C'est un peu ce qui est arrivé à
Georges-Emmanuel Clancier (1914-2018), un de nos plus grands serviteurs de la littérature française. Auteur d'une monumentale histoire de la poésie française (1953-1963) et poète lui-même, on lui doit au moins deux chefs-d'oeuvre romanesques : La tétralogie le Pain noir (1956-1961) et
L'Eternité plus un jour(1969). Un auteur et une oeuvre à redécouvrir d'urgence.
Pour ma part, quand j'ai lu
L'Eternité plus un jour, j'avais une vingtaine d'années. Autant dire que je n'avais pas de mal à m'identifier à ces héros qui avaient le même âge que moi - à une autre époque, toutefois.
L'Eternité plus un jour est un roman attachant à plus d'un titre.

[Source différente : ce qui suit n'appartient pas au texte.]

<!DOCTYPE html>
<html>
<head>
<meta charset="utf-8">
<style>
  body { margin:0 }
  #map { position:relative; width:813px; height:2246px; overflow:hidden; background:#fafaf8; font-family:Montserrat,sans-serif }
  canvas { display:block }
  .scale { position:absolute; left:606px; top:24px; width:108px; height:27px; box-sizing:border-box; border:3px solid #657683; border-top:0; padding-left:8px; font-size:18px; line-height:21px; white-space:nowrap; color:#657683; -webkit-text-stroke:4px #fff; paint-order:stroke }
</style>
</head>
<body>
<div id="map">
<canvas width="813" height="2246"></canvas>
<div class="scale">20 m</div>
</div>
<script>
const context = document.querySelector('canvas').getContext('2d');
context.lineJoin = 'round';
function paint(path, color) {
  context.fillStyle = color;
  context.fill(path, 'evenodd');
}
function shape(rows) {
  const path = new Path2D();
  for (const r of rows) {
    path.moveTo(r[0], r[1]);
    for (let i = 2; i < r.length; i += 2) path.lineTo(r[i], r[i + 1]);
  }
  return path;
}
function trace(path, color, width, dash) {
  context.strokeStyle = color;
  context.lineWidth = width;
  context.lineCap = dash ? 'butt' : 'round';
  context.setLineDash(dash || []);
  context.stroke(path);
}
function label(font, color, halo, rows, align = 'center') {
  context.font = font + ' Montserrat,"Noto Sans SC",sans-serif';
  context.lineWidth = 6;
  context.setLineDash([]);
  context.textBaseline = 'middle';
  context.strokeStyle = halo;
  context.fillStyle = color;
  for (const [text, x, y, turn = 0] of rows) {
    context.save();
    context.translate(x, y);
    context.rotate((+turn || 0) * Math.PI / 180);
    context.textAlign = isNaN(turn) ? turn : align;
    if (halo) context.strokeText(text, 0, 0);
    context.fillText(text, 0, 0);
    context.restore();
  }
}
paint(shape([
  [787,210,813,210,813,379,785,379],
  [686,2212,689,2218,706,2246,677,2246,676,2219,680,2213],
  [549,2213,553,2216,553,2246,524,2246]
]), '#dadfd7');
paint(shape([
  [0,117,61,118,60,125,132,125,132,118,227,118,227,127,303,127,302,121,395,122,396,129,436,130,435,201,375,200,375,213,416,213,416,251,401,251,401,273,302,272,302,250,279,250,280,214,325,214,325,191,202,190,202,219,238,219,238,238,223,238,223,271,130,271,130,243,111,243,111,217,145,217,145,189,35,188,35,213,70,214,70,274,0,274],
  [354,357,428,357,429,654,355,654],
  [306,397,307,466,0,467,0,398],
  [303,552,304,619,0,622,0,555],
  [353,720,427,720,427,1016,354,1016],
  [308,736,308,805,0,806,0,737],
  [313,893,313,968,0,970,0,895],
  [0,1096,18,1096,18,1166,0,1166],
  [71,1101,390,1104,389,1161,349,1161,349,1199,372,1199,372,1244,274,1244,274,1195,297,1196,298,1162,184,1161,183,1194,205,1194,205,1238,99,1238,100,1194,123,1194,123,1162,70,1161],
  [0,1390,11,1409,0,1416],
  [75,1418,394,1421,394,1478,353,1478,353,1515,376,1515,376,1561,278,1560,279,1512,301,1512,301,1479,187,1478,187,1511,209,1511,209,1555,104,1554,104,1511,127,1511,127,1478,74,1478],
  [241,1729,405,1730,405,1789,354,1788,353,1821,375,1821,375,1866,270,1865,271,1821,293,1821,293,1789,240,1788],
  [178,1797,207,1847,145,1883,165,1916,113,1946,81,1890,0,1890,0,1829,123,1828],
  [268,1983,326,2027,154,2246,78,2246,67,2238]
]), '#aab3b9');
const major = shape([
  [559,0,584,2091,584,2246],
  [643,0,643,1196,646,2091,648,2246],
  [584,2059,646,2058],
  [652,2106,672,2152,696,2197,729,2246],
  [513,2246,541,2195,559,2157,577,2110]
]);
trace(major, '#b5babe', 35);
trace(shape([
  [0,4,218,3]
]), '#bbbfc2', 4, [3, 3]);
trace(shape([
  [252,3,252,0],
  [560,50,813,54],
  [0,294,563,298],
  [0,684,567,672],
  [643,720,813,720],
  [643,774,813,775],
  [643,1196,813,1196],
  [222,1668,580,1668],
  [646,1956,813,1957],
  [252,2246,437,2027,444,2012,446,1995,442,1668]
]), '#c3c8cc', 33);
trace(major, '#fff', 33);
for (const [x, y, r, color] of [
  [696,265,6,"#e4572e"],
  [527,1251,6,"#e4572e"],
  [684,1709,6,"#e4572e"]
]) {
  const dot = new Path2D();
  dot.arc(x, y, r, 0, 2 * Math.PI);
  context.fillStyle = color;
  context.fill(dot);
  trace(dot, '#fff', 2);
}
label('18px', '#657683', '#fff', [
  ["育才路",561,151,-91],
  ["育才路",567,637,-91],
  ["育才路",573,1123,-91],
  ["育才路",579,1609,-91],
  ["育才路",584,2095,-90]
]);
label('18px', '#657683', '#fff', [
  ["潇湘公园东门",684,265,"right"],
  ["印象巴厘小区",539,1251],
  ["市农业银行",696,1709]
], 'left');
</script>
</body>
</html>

C'est d'abord un roman sur l'adolescence, et plus encore sur les rêves forgés à cet âge, avec leur corollaire, ce qu'il en advient une fois adulte. Et quand cette transition entre adolescence et âge adulte coïncide avec une période troublée par la guerre, l'Occupation, la Résistance, la Déportation, les rêves, forcément, se fragilisent et parfois se fracassent. Reste l'amour. Et les enfants sont là pour reprendre la suite, et d'une certaine façon panser les blessures de la génération précédente.
L'histoire raconte le destin de deux couples d'adolescents, Henri et Elisabeth, réunis par la passion (brûlante) du théâtre, François et Hélène par celle de la psychiatrie. Autour de ce quatuor infiniment attachant, évolue une nuée de personnages secondaires qui eux aussi retiennent l'attention : André Couderc, le quincailler, amateur de jeux de mots mais écorché vif dans sa vie sentimentale (j'avais beaucoup aimé ce personnage dans lequel je me reconnaissais), les Russes Serge et Nicolas que la politique dressait l'un contre l'autre, leur soeur Théo, devenue folle après une déception amoureuse...
L'Eternité plus un jour rejoint ces grands romans qui à l'occasion des grands cataclysmes que sont les guerres, les catastrophes, font la part de la petite histoire dans la grande, quand les destinées individuelles essayent de surnager dans la grande tourmente, et finissent par y arriver parce que, d'une certaine façon, c'est la vie qui a le dernier mot.
Relire
Georges-Emmanuel Clancier est un bon service à lui rendre, il le mérite grandement. Et vous, vous n'aurez pas perdu votre temps, vous aurez eu un beau, un grand moment de lecture.